Beginning at the top of the entries below, retype each line exactly until the line containing "const poly = rows" has been written out; include no pictures and no later lines.

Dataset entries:
————

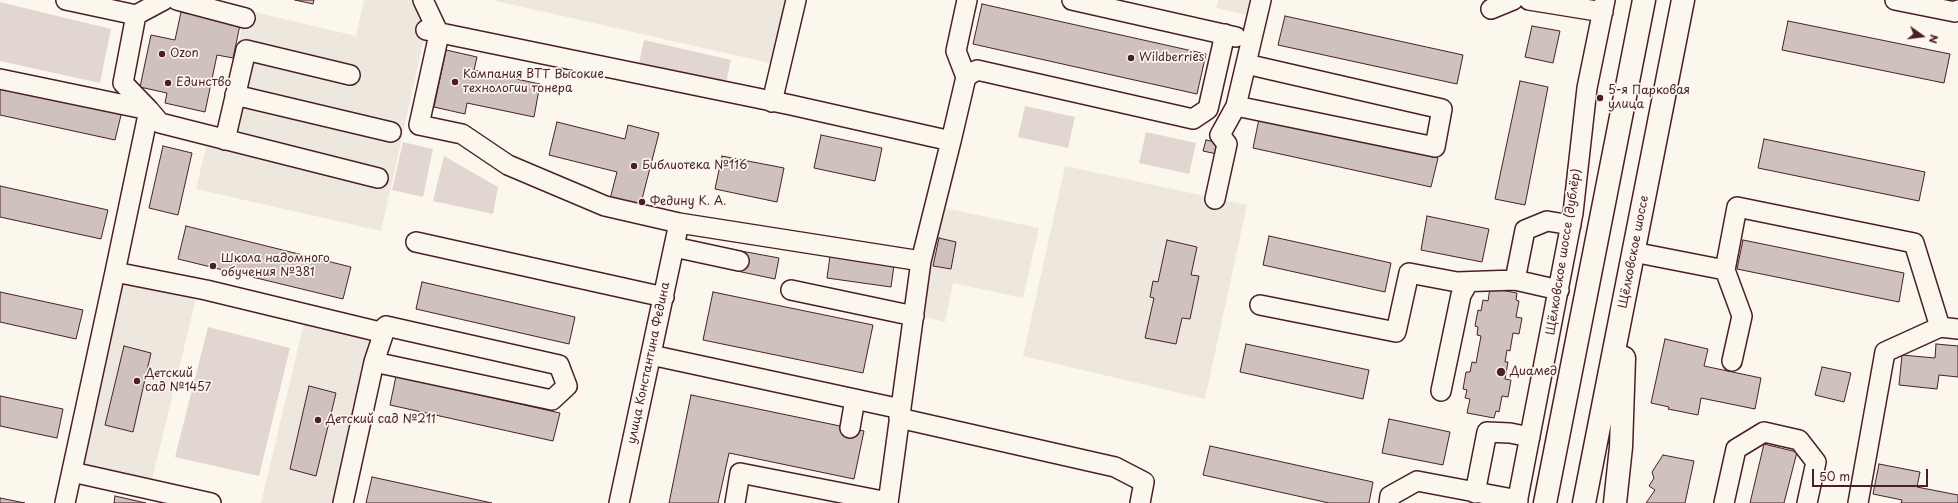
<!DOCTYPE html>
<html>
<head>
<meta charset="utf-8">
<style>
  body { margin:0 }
  #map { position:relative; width:1958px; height:503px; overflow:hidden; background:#fbf7ec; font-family:"Playpen Sans",sans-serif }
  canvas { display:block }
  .north { position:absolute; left:1902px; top:16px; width:40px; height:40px; -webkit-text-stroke:3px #fbf7ec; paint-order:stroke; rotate:104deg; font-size:11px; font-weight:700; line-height:16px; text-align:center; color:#4a1f2b }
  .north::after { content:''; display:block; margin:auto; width:14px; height:18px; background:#4a1f2b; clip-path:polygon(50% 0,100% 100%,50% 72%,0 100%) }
  .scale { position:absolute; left:1812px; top:469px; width:116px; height:18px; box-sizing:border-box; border:2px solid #4a1f2b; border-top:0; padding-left:5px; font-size:12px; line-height:14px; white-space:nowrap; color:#4a1f2b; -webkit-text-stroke:3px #fbf7ec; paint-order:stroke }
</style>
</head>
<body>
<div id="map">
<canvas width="1958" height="503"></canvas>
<div class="north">N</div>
<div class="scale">50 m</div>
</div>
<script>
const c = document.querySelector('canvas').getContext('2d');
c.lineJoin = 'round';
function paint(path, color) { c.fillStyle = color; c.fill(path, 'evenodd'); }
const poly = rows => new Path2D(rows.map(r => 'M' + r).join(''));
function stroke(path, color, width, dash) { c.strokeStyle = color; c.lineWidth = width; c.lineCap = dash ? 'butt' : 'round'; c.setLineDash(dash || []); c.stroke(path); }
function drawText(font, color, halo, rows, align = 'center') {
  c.font = font + ' "Playpen Sans",sans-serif'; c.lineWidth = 3.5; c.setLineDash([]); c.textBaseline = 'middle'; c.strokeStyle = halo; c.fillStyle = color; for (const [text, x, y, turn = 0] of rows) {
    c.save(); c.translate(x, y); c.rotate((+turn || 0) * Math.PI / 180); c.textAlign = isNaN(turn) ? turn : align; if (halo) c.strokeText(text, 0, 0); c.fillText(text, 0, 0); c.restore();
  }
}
paint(poly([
  [364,0,415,0,426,30,381,231,196,189,211,125,219,127,246,10,356,36],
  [492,0,787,0,774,64],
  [1218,0,1249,0,1246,15,1216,8],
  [1065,166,1247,205,1205,399,1023,356],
  [944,208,1039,228,1023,298,953,283,945,322,920,316],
  [121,277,197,294,151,484,78,467],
  [305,319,373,336,336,503,261,503]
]), '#eee7de');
paint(poly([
  [0,2,111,29,100,83,0,61],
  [644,40,731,60,726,83,639,63],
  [1025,106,1075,117,1068,148,1018,137],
  [1146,132,1196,143,1189,174,1139,163],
  [403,142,433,149,423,197,392,190],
  [444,156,498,187,493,214,433,201],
  [208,327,290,348,259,476,175,457]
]), '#e2d7d0');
const building = poly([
  [295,0,314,0,313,4,295,0],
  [982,4,1206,54,1197,94,973,44,982,4],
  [181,12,240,25,233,58,217,55,205,112,165,103,167,93,140,87,151,35,175,40,181,12],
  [1285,16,1463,55,1457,84,1278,45,1285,16],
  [1788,21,1950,54,1944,83,1782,50,1788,21],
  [1532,26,1560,31,1553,63,1525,57,1532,26],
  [446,50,477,57,474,70,540,84,534,117,467,103,465,114,434,107,446,50],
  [1520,81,1548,87,1525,205,1495,199,1520,81],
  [0,84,122,111,115,140,0,115,0,84],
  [1259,119,1438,158,1431,187,1253,148,1259,119],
  [557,122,625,139,628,125,659,133,640,207,610,199,617,172,549,155,557,122],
  [821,135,882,148,875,181,814,168,821,135],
  [1764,139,1925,172,1919,201,1758,168,1764,139],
  [1206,140,1220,143,1217,154,1203,151,1206,140],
  [163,146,192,153,178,215,149,208,163,146],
  [722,156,784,168,777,202,715,189,722,156],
  [0,186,108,210,101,239,0,217,0,186],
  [1427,216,1489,229,1482,262,1421,250,1427,216],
  [186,226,351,267,343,299,178,259,186,226],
  [1269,236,1391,263,1385,292,1263,265,1269,236],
  [939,238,956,242,951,269,933,266,939,238],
  [1167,240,1197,247,1191,275,1199,276,1190,319,1182,318,1176,344,1145,338,1154,298,1150,297,1153,281,1158,282,1167,240],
  [1743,240,1904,273,1899,302,1737,269,1743,240],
  [741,251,779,258,775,279,737,271,741,251],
  [830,256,894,265,891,287,827,278,830,256],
  [422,282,575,317,569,344,416,309,422,282],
  [1490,288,1517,293,1516,300,1519,301,1516,317,1522,318,1519,334,1513,333,1510,351,1507,350,1505,362,1508,362,1505,379,1511,380,1508,397,1502,396,1499,412,1496,411,1494,418,1467,413,1470,399,1465,398,1467,390,1463,389,1466,372,1470,372,1472,362,1476,363,1481,336,1477,335,1478,327,1475,326,1478,310,1481,311,1483,300,1488,301,1490,288],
  [0,292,83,310,76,339,0,322,0,292],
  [713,292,873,325,863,373,703,340,713,292],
  [1665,339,1708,349,1704,366,1761,378,1755,409,1701,398,1698,415,1668,409,1669,407,1651,403,1665,339],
  [1246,344,1369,370,1363,399,1240,372,1246,344],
  [1936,344,1958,346,1958,377,1939,375,1937,389,1899,385,1902,355,1935,358,1936,344],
  [124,346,151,353,133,432,105,425,124,346],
  [1822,367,1851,373,1844,402,1815,395,1822,367],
  [396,376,560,413,553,441,390,405,396,376],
  [309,386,336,393,316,476,290,469,309,386],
  [691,395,864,431,854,479,729,453,718,503,669,503,691,395],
  [0,396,63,409,57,438,0,426,0,396],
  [1389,419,1450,432,1443,465,1382,453,1389,419],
  [1764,444,1797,452,1784,503,1750,503,1764,444],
  [1210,446,1373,482,1369,503,1329,503,1203,475,1210,446],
  [1663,455,1694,461,1685,503,1646,503,1655,490,1649,486,1654,478,1652,472,1663,455],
  [1879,464,1920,472,1917,487,1958,495,1958,503,1901,503,1902,500,1873,494,1879,464],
  [372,477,492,503,366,503,372,477],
  [115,496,146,503,114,503,115,496],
  [0,498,25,503,0,503,0,498]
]);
paint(building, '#cfc2bc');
stroke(building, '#4a1f2b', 1);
const minor = poly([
  [66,0,136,15],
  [164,0,136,15,123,83,149,110,115,272,206,290,380,332,386,326,559,365,567,386,552,400,374,362],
  [177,0,245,18],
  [423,0,439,34,419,125,462,134,508,165,605,206,679,223,921,261],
  [1072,0,1236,37],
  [1529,0,1603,12],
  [1895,0,1955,12,1958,10],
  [1491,9,1513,0],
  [426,30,791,105,951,141,921,261,888,503],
  [966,77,977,70,1193,119,1208,109,1225,34],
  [0,79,149,110,160,123,378,178],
  [235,95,391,132],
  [772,102,796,0],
  [1236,106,1435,147,1442,109,1246,64],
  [225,140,246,50,350,75],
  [951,141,966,77,956,51,967,0],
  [1215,199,1227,144,1220,135,1236,106,1261,0],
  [416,242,664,297],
  [674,247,739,261],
  [1633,252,1725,270,1737,207,1914,243,1940,327,1958,329],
  [1725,270,1742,316,1732,361],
  [1515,280,1525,230,1547,221,1571,225],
  [791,290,914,316],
  [1260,305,1396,332,1409,273,1457,282,1515,280,1559,290],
  [651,355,901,409],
  [1441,391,1461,295,1468,283],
  [899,418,1115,467,1144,482,1140,503],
  [850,428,855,399],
  [72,472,211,503],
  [1475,493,1487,432,1510,433,1530,437],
  [65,503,115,272],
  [343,503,374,362,386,326],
  [619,503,679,223],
  [735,503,740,473,888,502],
  [1389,503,1390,496,1417,481,1518,500],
  [1517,503,1573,213,1587,88,1605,0],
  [1724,503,1736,449,1764,432,1799,440,1816,462,1807,503],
  [1858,503,1885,352,1940,327]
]);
const major = poly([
  [1545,503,1644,0],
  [1584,503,1683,0],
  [1615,503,1621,447,1624,358]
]);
stroke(minor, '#4a1f2b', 22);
stroke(major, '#4a1f2b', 25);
stroke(minor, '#fbf7ec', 19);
stroke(major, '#fbf7ec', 22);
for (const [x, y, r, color] of [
  [162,54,4,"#4a1f2b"],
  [1131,58,4,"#4a1f2b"],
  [455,82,4,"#4a1f2b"],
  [168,83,4,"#4a1f2b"],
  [1600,98,4,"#4a1f2b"],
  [634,166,4,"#4a1f2b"],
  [642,202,4,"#4a1f2b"],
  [213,266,4,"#4a1f2b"],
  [1501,372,5,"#4a1f2b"],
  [137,381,4,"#4a1f2b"],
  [318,420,4,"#4a1f2b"]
]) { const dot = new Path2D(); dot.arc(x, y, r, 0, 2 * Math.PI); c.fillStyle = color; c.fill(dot); stroke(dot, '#fbf7ec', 1.5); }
drawText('12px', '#4a1f2b', '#fbf7ec', [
  ["Ozon",170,54],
  ["Wildberries",1139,58],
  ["Компания ВТТ Высокие",463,75],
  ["технологии тонера",463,89],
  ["Единство",176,83],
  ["5-я Парковая",1608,91],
  ["улица",1608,105],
  ["Библиотека №116",642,166],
  ["Федину К. А.",650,202],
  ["Школа надомного",221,259],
  ["обучения №381",221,273],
  ["Диамед",1510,372],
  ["Детский",145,374],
  ["сад №1457",145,388],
  ["Детский сад №211",326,420]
], 'left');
drawText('12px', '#4a1f2b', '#fbf7ec', [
  ["Щёлковское шоссе (дублёр)",1564,252,-81],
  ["Щёлковское шоссе",1634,252,-79],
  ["улица Константина Федина",649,363,-78]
]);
</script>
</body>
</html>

————

## Answer box
<!DOCTYPE html>
<html>
<head>
<meta charset="utf-8">
<style>
  body { margin:0 }
  #map { position:relative; width:1958px; height:503px; overflow:hidden; background:#fbf7ec; font-family:"Playpen Sans",sans-serif }
  canvas { display:block }
  .north { position:absolute; left:1902px; top:16px; width:40px; height:40px; -webkit-text-stroke:3px #fbf7ec; paint-order:stroke; rotate:104deg; font-size:11px; font-weight:700; line-height:16px; text-align:center; color:#4a1f2b }
  .north::after { content:''; display:block; margin:auto; width:14px; height:18px; background:#4a1f2b; clip-path:polygon(50% 0,100% 100%,50% 72%,0 100%) }
  .scale { position:absolute; left:1812px; top:469px; width:116px; height:18px; box-sizing:border-box; border:2px solid #4a1f2b; border-top:0; padding-left:5px; font-size:12px; line-height:14px; white-space:nowrap; color:#4a1f2b; -webkit-text-stroke:3px #fbf7ec; paint-order:stroke }
</style>
</head>
<body>
<div id="map">
<canvas width="1958" height="503"></canvas>
<div class="north">N</div>
<div class="scale">50 m</div>
</div>
<script>
const c = document.querySelector('canvas').getContext('2d');
c.lineJoin = 'round';
function paint(path, color) { c.fillStyle = color; c.fill(path, 'evenodd'); }
const poly = rows => new Path2D(rows.map(r => 'M' + r).join(''));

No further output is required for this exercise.